Obama superó la crisis financiera de 2008, que el izquierdismo global vaticinaba “definitiva”, según Stiglitz el final del “capitalismo”, fórmula semiológica de marxistas y sus primos para denigrar la sociedad abierta, pluralista, isonómica, liberal, democrática. Hoy la antipolítica desde EEUU impulsa la desglobalización propuesta por la izquierda y la derecha de los noventa. Se materializa el programa de las marchas anti FMI y de los riots antiglobalización, el nacionalismo económico y el pasadismo. 

¿Triunfa la parroquia?

Los esfuerzos de la humanidad por rehacerse de los estragos producidos por comunistas, socialistas, intervencionistas, populistas y nacionalistas económicos fueron bautizados por izquierda y derecha como neoliberales o neoconservadores. El gobierno norteamericano (y el británico brexit) ejecuta fielmente el programa de los 90 contra la globalización y el “neoliberalismo”: fija aranceles de 25% a los productos chinos, lo que hará subir sus precios para los consumidores norteamericanos. 
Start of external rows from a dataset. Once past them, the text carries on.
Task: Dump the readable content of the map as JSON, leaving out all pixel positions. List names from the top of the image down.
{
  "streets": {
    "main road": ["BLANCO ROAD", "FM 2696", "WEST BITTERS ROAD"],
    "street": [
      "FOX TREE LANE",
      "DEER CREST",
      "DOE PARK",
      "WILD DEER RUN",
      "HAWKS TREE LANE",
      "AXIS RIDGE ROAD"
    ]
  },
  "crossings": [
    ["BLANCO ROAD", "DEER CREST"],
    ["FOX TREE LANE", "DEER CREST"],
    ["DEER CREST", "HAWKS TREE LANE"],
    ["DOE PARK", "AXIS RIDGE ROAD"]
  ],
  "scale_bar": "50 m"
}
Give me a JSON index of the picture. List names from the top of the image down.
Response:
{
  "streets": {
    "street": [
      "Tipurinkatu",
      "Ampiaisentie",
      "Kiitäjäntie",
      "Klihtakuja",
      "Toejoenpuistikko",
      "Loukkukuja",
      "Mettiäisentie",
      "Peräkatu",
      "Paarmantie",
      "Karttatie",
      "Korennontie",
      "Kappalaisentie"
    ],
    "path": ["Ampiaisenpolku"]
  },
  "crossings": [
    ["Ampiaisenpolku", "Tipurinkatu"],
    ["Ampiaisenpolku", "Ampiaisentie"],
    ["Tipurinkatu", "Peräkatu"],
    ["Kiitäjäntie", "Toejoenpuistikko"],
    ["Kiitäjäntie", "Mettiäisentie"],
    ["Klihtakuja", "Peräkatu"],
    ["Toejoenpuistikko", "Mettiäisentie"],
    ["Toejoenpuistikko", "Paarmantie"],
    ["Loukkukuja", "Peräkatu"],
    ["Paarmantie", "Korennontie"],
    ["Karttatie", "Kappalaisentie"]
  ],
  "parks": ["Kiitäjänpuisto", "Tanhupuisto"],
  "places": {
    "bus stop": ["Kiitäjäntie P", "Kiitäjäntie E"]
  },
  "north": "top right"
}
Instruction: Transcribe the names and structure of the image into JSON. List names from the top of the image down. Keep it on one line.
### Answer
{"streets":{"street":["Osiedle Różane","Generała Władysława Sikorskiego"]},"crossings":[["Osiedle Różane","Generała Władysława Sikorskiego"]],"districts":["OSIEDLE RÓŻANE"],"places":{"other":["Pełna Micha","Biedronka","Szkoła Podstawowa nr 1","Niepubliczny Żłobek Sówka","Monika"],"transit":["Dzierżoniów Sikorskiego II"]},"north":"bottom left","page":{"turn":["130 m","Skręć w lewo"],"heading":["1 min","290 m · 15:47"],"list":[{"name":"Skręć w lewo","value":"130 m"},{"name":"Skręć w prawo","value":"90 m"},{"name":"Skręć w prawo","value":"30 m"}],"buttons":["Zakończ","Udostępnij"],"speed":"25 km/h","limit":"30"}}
Eso enfriará la actividad económica en EEUU y China, que espera un bajón en su crecimiento de consecuencias mundiales. Sin contar que abrumadoramente los productos “norteamericanos” se producen parcial o totalmente en China y otros países asiáticos. Decía un diplomático de Pekín: “el celular más vendido en el mundo es Wawuei, que es chino y el segundo es Iphone, también chino” (para Apple lo produce Foxconn en la provincia de Shenszen, empresa que da empleo a un millón 300 mil trabajadores).

Aparte de propiciar la caída del producto mundial al atacar a China, con las nuevas sanciones a Irán, en un acto tolondro, el gobierno norteamericano logró lo contrario de lo que se proponía. Los ayatolas llevan 40 años en el poder a pesar de las sanciones ahora, y ante las nuevas retoman su plan nuclear ofensivo y de un manotazo destruyen gran parte de la producción petrolera saudita, una severa advertencia de lo que pueden hacer. 

Con esa operación, los embargados, que transan petróleo con dificultades, valorizan el poco que venden. Corea está sancionada desde hace 68 años sin cambio de régimen y los únicos resultados fueron dos hambrunas y tres generaciones de los Kim en el poder. Como respuesta al paquete de sanciones de 2019, Kim Yon Un retoma su plan nuclear ofensivo y surge la amenaza de otra hambruna. 

Nuevos cubanos

En Venezuela la polarización antipolítica-colectivismo causó efectos igualmente desastrosos. La oposición despalilló el poder político conquistado en 2015 y solo cuenta con apoyo internacional porque no consigue como actuar internamente en una secuencia de desengaños. La acción norteamericana convirtió al gobierno en dependiente de Rusia y China y la oposición está paralizada a la espera de que “pase algo”. La última invocación impotente, sucedánea de la política real es el TIAR. 

Este se resume en dotar a los países de la región para aplicar sanciones al Estado venezolano, las mismas que han chasqueado. Un aislamiento económico estilo Cuba, de consecuencias perfectamente conocidas. Pero en el plano global el paleopensamiento no debería ocultar un factor clave como se lee en sus metafísicas obras. Los países derrotados por la pobreza como Argentina, Venezuela y los estados fallidos asiáticos africanos son los que no pudieron superar el socialismo. 

No los tocó la ola de reformas económicas de los años 80 y 90. China e India, que juntas concentran un tercio de la población mundial, a su vez contienen la mayor concentración de pobres en el planeta. Y la disminución sistemática y milagrosa de la pobreza se debe a que ambos países abandonaron esquemas económicos desvencijados que proponen autores de izquierda y derecha como los mencionados arriba.